*To do:* Whenever a line below mentions the word "worn", that line should be copied.

*Supplied records:*

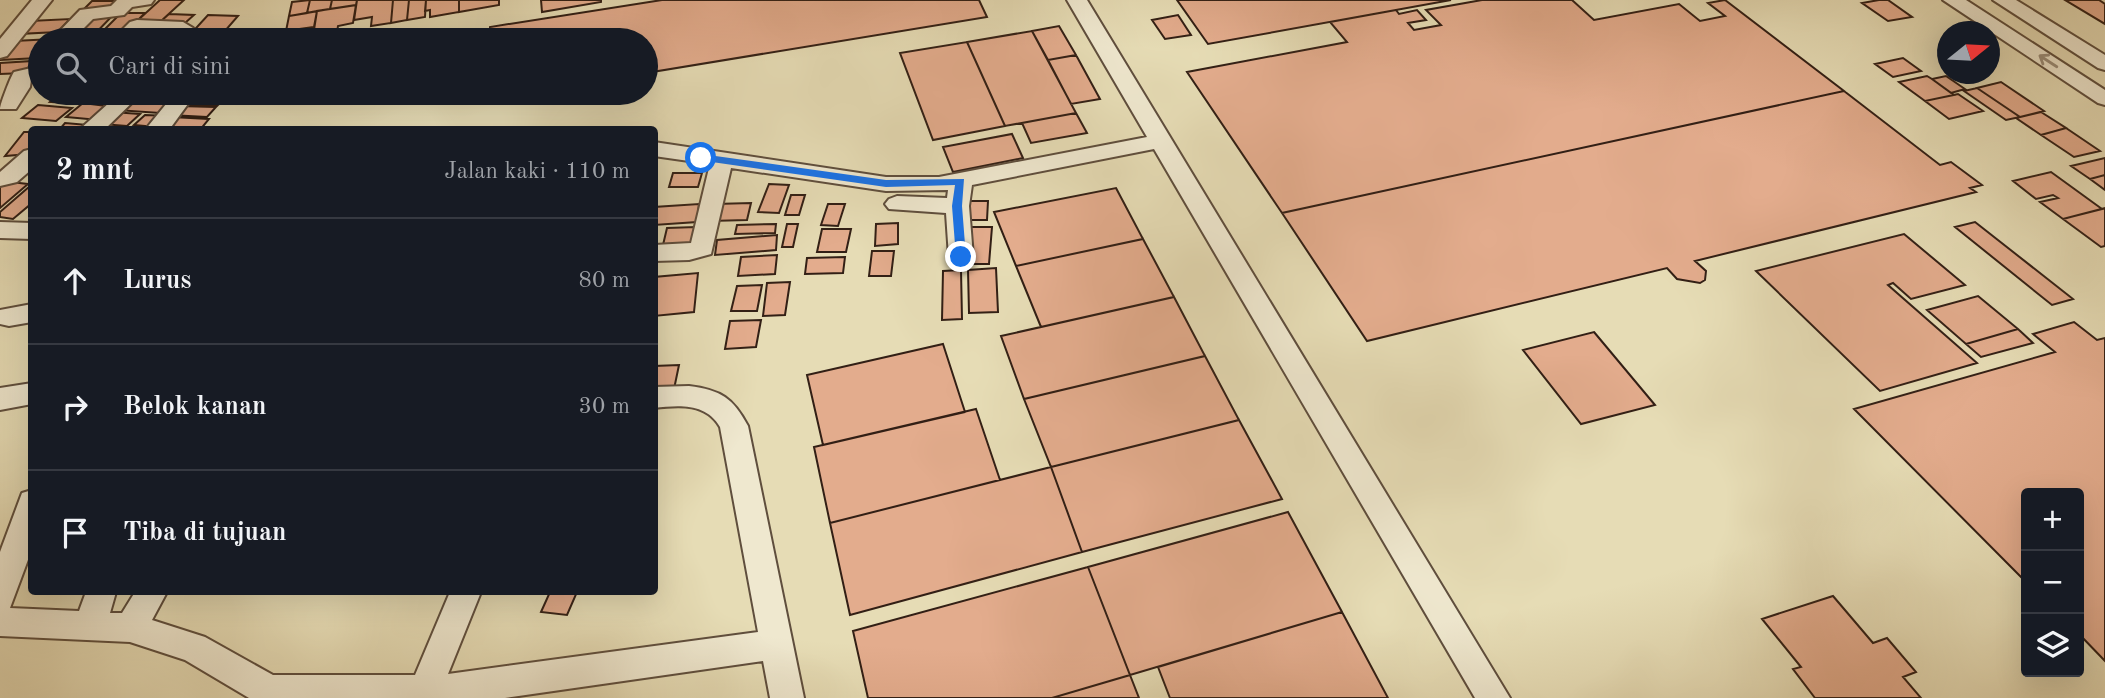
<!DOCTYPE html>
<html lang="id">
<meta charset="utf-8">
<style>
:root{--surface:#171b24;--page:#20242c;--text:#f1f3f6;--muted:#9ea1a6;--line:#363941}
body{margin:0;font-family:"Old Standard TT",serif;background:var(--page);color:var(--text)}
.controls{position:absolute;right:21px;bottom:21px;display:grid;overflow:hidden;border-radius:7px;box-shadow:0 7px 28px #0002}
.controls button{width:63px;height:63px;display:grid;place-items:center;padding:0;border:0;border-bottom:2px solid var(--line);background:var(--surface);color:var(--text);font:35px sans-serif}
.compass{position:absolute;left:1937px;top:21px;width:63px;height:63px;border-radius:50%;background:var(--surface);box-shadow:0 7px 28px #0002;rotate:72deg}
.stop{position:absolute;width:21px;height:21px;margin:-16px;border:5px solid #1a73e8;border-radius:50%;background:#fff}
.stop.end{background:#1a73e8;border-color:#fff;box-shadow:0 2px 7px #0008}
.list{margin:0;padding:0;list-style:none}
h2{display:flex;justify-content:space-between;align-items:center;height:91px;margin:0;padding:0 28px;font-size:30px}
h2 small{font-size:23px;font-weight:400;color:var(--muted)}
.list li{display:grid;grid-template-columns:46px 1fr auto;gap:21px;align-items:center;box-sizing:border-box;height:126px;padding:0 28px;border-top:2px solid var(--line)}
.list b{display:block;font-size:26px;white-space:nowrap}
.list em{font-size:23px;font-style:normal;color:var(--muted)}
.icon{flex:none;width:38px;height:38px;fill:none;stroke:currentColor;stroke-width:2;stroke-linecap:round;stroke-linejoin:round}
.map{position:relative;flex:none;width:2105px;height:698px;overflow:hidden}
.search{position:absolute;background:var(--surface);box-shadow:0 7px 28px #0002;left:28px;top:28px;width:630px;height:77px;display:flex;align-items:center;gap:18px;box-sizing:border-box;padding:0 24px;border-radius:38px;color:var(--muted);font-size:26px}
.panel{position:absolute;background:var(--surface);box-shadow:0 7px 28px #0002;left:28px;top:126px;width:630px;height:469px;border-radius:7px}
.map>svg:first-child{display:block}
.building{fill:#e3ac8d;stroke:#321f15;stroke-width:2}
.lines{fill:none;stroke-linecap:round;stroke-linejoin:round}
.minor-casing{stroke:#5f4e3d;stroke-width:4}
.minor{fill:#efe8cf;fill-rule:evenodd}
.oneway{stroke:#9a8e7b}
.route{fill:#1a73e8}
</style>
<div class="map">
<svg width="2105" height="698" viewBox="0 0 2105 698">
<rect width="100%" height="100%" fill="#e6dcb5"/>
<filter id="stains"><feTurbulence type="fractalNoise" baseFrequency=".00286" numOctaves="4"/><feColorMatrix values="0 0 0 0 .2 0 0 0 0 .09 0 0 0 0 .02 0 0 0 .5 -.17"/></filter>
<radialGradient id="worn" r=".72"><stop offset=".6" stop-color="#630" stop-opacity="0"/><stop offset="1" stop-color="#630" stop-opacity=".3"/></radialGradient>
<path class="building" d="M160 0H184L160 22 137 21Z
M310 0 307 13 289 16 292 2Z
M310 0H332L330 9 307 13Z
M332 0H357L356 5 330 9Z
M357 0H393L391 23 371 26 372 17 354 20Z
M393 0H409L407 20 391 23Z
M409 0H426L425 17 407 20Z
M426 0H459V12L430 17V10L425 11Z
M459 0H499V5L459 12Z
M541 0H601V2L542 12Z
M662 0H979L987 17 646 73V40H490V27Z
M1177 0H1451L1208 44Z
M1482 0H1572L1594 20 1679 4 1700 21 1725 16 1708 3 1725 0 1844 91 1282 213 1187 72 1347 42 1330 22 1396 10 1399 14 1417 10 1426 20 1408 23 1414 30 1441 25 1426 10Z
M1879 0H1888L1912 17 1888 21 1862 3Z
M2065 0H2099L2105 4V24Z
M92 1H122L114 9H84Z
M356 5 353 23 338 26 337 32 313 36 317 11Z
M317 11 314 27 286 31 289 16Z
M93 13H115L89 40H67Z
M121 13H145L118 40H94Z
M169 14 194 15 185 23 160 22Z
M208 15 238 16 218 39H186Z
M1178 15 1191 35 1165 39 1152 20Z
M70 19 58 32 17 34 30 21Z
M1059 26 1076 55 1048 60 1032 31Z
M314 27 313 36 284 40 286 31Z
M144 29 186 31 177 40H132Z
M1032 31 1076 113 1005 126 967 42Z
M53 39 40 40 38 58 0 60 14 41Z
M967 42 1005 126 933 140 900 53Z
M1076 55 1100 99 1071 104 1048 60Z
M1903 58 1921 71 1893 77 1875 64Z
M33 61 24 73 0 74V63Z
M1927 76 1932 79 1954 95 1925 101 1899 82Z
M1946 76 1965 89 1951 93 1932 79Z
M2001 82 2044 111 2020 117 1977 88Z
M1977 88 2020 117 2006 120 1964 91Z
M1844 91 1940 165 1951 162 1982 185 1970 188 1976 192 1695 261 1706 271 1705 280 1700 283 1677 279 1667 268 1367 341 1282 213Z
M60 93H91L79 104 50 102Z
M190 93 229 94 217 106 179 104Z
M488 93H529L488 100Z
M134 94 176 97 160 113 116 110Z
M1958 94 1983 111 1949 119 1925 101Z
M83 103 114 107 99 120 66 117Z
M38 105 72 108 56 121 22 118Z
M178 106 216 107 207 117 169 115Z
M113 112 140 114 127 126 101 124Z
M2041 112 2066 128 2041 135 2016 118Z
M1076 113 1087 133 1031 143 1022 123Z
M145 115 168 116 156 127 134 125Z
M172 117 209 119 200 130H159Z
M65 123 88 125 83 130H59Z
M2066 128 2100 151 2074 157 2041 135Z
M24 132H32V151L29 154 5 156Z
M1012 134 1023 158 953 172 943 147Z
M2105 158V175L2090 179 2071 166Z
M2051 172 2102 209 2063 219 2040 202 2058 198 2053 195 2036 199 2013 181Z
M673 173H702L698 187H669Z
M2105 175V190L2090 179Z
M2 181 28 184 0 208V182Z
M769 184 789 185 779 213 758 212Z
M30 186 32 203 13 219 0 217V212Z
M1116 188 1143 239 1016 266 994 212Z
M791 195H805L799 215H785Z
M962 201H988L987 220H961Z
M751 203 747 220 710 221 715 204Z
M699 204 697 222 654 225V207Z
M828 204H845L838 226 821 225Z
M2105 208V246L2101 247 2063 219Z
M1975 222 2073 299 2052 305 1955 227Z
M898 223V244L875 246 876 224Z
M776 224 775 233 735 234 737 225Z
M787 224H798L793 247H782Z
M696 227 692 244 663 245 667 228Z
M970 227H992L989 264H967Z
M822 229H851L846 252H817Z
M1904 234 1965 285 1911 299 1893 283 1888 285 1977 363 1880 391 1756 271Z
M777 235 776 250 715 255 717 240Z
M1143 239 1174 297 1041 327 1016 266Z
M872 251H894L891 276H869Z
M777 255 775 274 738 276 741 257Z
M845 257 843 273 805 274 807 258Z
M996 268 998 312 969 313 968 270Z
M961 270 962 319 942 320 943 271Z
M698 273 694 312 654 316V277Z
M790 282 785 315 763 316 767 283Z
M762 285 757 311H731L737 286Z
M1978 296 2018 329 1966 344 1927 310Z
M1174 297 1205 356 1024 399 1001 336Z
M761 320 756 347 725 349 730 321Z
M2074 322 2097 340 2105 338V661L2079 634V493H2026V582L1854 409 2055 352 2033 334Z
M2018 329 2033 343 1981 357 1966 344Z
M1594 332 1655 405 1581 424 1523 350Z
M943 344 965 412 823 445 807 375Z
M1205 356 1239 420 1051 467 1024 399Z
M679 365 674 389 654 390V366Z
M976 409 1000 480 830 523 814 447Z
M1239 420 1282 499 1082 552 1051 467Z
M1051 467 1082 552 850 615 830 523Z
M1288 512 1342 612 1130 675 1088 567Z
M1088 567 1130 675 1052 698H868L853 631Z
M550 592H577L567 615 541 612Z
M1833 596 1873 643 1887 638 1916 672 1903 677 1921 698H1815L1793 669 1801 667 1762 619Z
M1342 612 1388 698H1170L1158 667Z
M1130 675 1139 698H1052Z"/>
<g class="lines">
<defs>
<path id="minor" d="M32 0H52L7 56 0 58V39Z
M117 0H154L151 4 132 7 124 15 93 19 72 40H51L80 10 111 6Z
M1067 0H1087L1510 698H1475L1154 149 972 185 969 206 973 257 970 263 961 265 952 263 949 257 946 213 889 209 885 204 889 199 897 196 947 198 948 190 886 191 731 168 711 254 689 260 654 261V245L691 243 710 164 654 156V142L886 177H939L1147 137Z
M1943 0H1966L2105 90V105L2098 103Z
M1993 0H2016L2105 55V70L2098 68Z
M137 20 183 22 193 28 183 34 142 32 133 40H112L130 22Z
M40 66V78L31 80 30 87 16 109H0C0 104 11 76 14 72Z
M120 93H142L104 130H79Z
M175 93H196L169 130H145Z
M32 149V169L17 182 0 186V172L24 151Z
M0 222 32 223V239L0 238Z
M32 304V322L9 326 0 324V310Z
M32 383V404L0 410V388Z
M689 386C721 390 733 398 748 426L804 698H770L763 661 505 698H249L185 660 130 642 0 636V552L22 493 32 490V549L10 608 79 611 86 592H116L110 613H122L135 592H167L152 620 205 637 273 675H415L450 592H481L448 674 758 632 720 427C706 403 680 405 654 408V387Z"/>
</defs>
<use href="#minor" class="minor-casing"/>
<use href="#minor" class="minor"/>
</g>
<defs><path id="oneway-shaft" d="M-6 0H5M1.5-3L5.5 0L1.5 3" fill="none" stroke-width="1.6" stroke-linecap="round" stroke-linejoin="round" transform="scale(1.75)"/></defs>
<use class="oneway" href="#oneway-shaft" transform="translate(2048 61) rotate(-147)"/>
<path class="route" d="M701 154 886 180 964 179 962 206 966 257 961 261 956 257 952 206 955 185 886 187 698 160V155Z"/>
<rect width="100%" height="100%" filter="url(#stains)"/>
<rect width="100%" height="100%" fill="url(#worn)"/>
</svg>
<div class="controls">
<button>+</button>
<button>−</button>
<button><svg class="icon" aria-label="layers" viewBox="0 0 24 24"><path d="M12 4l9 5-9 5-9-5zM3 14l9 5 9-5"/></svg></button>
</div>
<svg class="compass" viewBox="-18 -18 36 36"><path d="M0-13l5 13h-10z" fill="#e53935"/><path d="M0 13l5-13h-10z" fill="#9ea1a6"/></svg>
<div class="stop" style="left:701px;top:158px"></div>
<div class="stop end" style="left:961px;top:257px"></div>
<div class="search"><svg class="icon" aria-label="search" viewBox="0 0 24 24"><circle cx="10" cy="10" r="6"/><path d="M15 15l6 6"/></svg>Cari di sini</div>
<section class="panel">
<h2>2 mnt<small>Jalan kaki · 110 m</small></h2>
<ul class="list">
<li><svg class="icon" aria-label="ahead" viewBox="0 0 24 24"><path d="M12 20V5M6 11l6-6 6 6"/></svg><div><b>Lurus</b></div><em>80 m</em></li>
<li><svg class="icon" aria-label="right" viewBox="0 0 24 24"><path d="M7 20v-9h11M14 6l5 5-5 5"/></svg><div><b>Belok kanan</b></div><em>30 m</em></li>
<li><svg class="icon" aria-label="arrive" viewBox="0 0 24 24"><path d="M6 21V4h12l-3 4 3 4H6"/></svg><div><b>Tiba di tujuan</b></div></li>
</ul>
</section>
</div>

*Exercise output:*
<radialGradient id="worn" r=".72"><stop offset=".6" stop-color="#630" stop-opacity="0"/><stop offset="1" stop-color="#630" stop-opacity=".3"/></radialGradient>
<rect width="100%" height="100%" fill="url(#worn)"/>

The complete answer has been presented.